Will The Critical Wildlife Area Be Wiped Out?


Beachfront property owners Eddie Rood and Kurt Kroemer, who’ve been asking the town to permit a dune walkover, for access to the beach from their properties, have filed a lawsuit against the state of Florida challenging the state’s claim of ownership of the property behind their homes.

The suit will confirm whether the property owners own the accreted land that has formed behind their properties over the last twenty years. Should they win the lawsuit, the current CWA borders might be dissolved and the land could become private property.

Rood and Kroemer tell Beach Talk Radio News, “Through this entire process, we have tried to keep the question of land ownership out of the legal discussions and we have had no desire to own the accreted upland property behind our homes, however, the town has now forced the issue.”

The homeowners say there were discussions with the Department of Environmental Protection early on in the State permitting process concerning their desire to own the accreted land and that both sides agreed there was no reason to upset the work of the FWC or change any boundaries to the CWA.

They have said their only interest was to regain beach access from their properties. Kroemer and Rood had communicated to town council, that ownership of the accreted land would be the next step in the process if Kroemer and Rood’s offer to settle the dispute over the walkover was declined.

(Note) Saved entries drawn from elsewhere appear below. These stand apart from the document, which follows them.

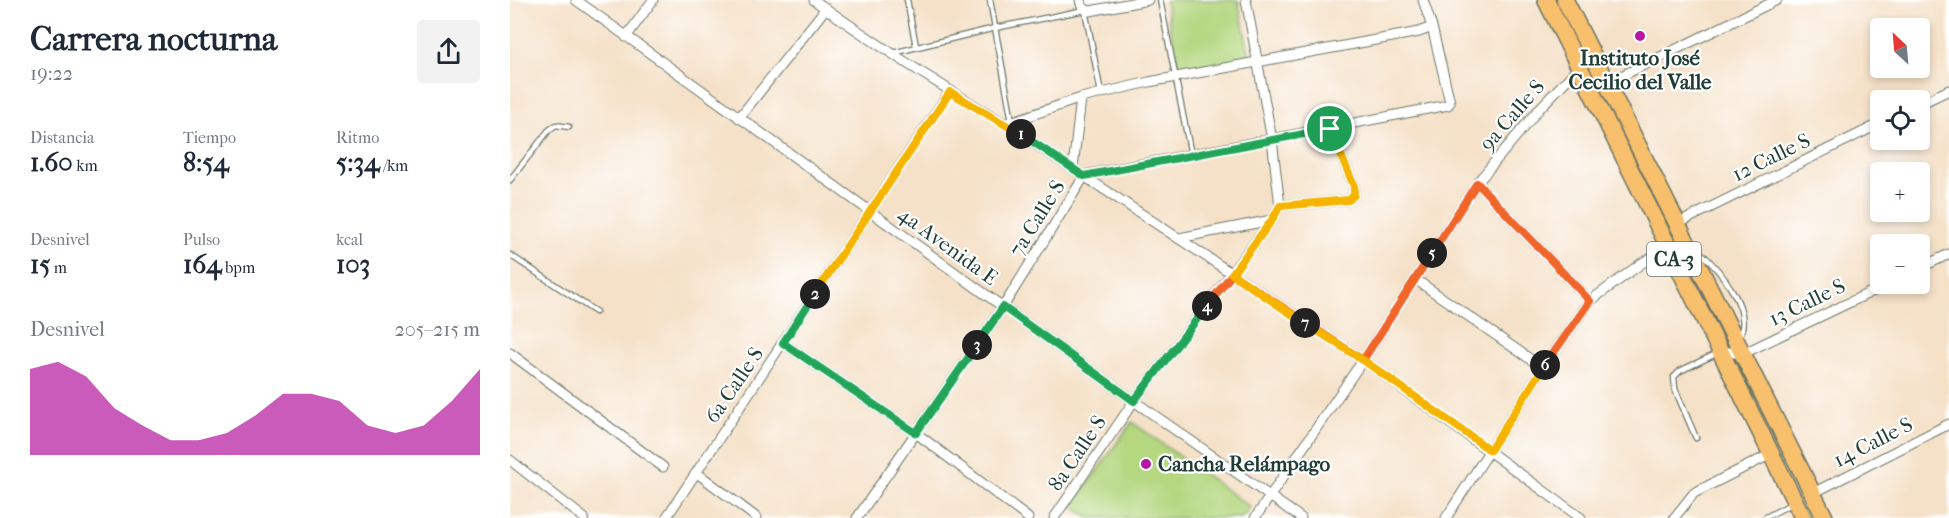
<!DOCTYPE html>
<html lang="es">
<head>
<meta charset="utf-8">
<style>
  :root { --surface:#fff; --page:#f2f2f3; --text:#1f2937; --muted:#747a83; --accent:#b5179e }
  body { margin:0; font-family:"IM FELL French Canon",serif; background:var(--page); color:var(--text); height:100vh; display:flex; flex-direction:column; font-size:22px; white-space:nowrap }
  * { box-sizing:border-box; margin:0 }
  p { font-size:20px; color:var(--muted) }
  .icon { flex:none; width:33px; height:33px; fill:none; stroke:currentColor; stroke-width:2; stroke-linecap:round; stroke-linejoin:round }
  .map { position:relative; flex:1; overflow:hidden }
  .panel { display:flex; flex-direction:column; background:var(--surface); width:510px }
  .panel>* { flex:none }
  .needle { width:39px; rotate:334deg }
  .tools { position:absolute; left:1360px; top:18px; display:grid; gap:12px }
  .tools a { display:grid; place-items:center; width:60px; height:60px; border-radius:6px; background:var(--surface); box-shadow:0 3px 9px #0003; font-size:30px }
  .pin { position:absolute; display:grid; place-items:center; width:51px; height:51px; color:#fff; margin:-26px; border:3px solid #fff; border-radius:50%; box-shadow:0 2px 6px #0007 }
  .km { position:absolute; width:30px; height:30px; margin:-15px; border-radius:50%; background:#222; color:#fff; font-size:16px; line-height:30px; text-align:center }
  .round { display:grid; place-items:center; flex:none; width:63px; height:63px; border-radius:6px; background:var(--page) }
  .head { display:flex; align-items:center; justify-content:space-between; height:102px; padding:0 30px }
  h1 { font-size:33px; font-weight:700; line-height:45px }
  .metrics { display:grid; grid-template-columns:repeat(3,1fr); gap:9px; height:102px; padding:6px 30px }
  .metrics div { display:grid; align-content:center }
  .metrics b { font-size:26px; font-weight:700 }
  .metrics small { font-size:16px; font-weight:400 }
  .metrics p { font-size:16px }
  .chart { height:168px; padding:12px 30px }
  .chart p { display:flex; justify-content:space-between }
  .chart svg { width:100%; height:108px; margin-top:6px; fill:var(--accent); opacity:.7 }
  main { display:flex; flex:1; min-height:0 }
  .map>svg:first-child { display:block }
</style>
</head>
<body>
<main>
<section class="panel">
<div class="head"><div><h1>Carrera nocturna</h1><p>19:22</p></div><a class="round"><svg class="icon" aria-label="share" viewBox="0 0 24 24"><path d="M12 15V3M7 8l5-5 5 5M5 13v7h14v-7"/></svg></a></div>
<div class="metrics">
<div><p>Distancia</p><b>1.60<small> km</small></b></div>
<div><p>Tiempo</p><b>8:54</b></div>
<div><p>Ritmo</p><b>5:34<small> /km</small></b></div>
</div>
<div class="metrics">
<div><p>Desnivel</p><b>15<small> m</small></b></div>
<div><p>Pulso</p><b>164<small> bpm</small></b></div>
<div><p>kcal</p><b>103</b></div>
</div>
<div class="chart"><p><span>Desnivel</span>205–215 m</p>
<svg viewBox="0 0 160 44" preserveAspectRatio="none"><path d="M0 44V9L10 6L20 12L30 25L40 32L50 38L60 38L70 35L80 28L90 19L100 19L110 22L120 32L130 35L140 32L150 22L160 9V44z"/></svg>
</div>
</section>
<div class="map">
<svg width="1439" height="518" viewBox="0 0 1439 518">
  <rect width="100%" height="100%" fill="#fff"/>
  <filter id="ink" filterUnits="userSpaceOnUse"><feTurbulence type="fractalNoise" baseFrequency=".0167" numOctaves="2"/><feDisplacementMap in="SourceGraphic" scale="12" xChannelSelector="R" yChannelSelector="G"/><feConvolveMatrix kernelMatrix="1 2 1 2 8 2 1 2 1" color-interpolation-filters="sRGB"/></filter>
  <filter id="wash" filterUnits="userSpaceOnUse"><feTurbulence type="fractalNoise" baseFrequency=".008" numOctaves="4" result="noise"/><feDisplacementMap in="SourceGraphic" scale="24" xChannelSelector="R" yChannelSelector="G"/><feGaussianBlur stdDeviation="1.35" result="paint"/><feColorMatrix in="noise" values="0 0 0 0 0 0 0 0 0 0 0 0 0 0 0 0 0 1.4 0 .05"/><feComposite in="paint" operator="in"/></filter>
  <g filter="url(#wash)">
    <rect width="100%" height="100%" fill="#f5e1c8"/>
    <path fill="#b4d780" stroke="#6a8a5a" stroke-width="1.5" d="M661,0H728L740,58L669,71L655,1Z
      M622,422L740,507L732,518H579L562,506Z"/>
  </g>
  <g filter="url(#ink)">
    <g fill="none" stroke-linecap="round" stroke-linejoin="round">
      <defs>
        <path id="lane" d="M397,0L406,46
          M480,0L502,121
          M650,0L681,155
          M383,53L485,28L575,10L591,93
          M0,180L39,130L46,125L59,127
          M1189,251C1209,269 1244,309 1229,338
          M0,255L86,312
          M1186,438L1165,389L1164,377L1170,371L1208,353
          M1254,518L1283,503"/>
        <path id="street" d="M66,0L624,401L791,518
          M304,0C366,45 430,85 495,124L853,360L1071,518
          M570,0C571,6 574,10 580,11L638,0
          M736,0L762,140L770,206
          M116,37L143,0
          M1097,83L1267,0
          M1410,104L1439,90
          M229,118L316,8
          M495,124L571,98L639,82L909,32L922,27
          M563,168L571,98
          M967,183L1080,301
          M770,206L839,200L844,195V186L820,129
          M1167,224L1371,123
          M669,238L762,220
          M1410,268L1439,254
          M905,279L1033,368
          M273,343L406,433L518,518
          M1211,351L1232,354L1378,284
          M0,353L153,467
          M0,460L74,518
          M187,473L247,518
          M1303,493L1439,424
          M156,518L440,91
          M347,518L493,307L575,175L938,105L940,102L922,27L913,0
          M544,518L624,401L762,220L770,206
          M745,518L853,360L967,183L1029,109L1069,67
          M936,518L1033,368L1080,301L1132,263L1159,248
          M1164,518L1184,493L1261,454"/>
        <path id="highway" d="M1036,0L1293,518
          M1055,0L1315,518"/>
      </defs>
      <use href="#lane" stroke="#6a7668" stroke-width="7"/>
      <use href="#street" stroke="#6a7668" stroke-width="11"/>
      <use href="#highway" stroke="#6a7668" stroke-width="19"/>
      <use href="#lane" stroke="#fff" stroke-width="4.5"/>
      <use href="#street" stroke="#fff" stroke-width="9"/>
      <use href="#highway" stroke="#f8bf6c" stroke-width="16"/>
    </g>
  </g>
  <g fill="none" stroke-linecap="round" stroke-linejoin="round" filter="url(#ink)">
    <defs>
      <path id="split-1" d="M511,134L574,176L820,129"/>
      <path id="split-2" d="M305,294L440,92L511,134"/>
      <path id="split-3" d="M305,294L273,343L406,433L467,345"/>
      <path id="split-4" d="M467,345L493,307L624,401L697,306"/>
      <path id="split-5" d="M697,306L722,274L853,360L922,253"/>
      <path id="split-6" d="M922,253L967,183L1080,301L1035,365"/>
      <path id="split-7" d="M795,323L853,360L980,450L1035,365"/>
      <path id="split-8" d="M795,323L722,274L762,220L770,206L839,200L844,195V186L820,129"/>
    </defs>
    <use href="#split-1" stroke="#fff" stroke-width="12"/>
    <use href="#split-2" stroke="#fff" stroke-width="12"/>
    <use href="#split-3" stroke="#fff" stroke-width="12"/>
    <use href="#split-4" stroke="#fff" stroke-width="12"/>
    <use href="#split-5" stroke="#fff" stroke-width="12"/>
    <use href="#split-6" stroke="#fff" stroke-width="12"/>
    <use href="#split-7" stroke="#fff" stroke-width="12"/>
    <use href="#split-8" stroke="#fff" stroke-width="12"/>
    <use href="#split-1" stroke="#22a559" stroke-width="8"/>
    <use href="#split-2" stroke="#f5b400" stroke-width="8"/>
    <use href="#split-3" stroke="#22a559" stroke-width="8"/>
    <use href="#split-4" stroke="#22a559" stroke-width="8"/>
    <use href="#split-5" stroke="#f0652b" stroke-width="8"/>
    <use href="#split-6" stroke="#f0652b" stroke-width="8"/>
    <use href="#split-7" stroke="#f5b400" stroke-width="8"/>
    <use href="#split-8" stroke="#f5b400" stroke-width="8"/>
  </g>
  <g fill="#b5179e" stroke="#fff" stroke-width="2">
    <circle cx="1130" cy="36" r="6"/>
    <circle cx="636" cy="464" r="6"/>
  </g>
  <g text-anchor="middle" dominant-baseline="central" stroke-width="4.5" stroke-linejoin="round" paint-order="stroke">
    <rect fill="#fff" stroke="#627771" stroke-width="1.5" x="1137" y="242" width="54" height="34" rx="4.5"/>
    <g font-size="20" font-weight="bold" fill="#1f3d34">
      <text x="1164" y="259">CA-3</text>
    </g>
    <g font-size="21" font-weight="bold" fill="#1f3d34" stroke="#fff">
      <text x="1130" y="58">Instituto José<tspan x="1130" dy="24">Cecilio del Valle</tspan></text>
      <text x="648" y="464" text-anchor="start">Cancha Relámpago</text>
    </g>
    <g font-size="21" fill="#1f3d34" stroke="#fff">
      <text transform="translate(1002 115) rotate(-49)">9a Calle S</text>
      <text transform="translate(1261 157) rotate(-26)">12 Calle S</text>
      <text transform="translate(527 218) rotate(-58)">7a Calle S</text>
      <text transform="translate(438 246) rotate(36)">4a Avenida E</text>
      <text transform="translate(1297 302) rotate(-26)">13 Calle S</text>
      <text transform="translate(224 385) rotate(-56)">6a Calle S</text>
      <text transform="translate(1363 442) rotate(-27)">14 Calle S</text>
      <text transform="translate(567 453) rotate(-56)">8a Calle S</text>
    </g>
  </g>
</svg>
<div class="tools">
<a><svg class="needle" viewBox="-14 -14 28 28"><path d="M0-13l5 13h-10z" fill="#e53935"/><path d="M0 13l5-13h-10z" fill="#747a83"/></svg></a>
<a><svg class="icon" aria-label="locate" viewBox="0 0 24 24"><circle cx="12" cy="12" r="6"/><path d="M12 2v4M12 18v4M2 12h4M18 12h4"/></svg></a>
<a>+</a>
<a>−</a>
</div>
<div class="pin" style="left:820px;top:129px;background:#1e9e55"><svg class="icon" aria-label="arrive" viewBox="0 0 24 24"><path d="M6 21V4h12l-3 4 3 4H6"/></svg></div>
<b class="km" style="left:511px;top:134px">1</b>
<b class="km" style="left:305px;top:294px">2</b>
<b class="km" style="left:467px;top:345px">3</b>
<b class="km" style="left:697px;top:306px">4</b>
<b class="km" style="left:922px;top:253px">5</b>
<b class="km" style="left:1035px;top:365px">6</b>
<b class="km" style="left:795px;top:323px">7</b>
</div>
</main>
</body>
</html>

When there’s a dispute over the ownership of land, a “Quiet Title” suit is the legal process used to resolve the conflict. On Oct. 1st, 2020, a lawsuit was filed in the 20th District Court of Lee County by Kroemer and Rood. The next step is for a judge to hear from both sides. No date has been set for that hearing as of yet.

Rood says the laws surrounding riparian rights of accretion are pretty clear. “Through our research over the past few years, our attorneys have discovered various FDEP documents which indicate the FDEP has concerns about their ability to defend the state’s ownership of the accreted land if the ownership is challenged in court. We shared some of this information with members of the current town council. Mayor Murphy took the time to contact the FDEP’s council, who confirmed that our information is accurate. The Mayor in turn attempted to convey the FDEP’s message to the other council members at a special meeting last June in an attempt to head off the ownership challenge and possible loss of the CWA, but it fell on deaf ears”.

Rood goes on to say that he and his attorney’s are confident they own the land behind their beachfront homes. “We are sorry it has come to this. We love the CWA and it is important to us also, after all, it is our backyard. The Town is jeopardizing the very thing they sought to protect just to stop a project that helps an entire neighborhood.”

Rood and Kroemer say they had direct beach access but lost it over time to the growing CWA and the fact that their neighbor blocked off access from behind his home when he discovered he actually owned land that people were using as a cut-through to the beach.

The Fort Myers Beach Local Planning Agency approved the Dune Walkover unanimously when it came before them. Jim Atterholt and Dan Allers, now town council members, were on the LPA at the time. Atterholt, Bill Veach and Rexann Hosafros are against granting a special exception to Rood and Kroemer. Allers and Mayor Ray Murphy are in favor of granting it with part of their reasoning being that they do not want to see the CWA dissolved.

One of the reasons councilman Atterholt has decided now not to grant the dune walkover is because he’s been told by town attorney John Herin that the town has a good case in the Bert Harris lawsuit.

It appears as if we’re all about to find out.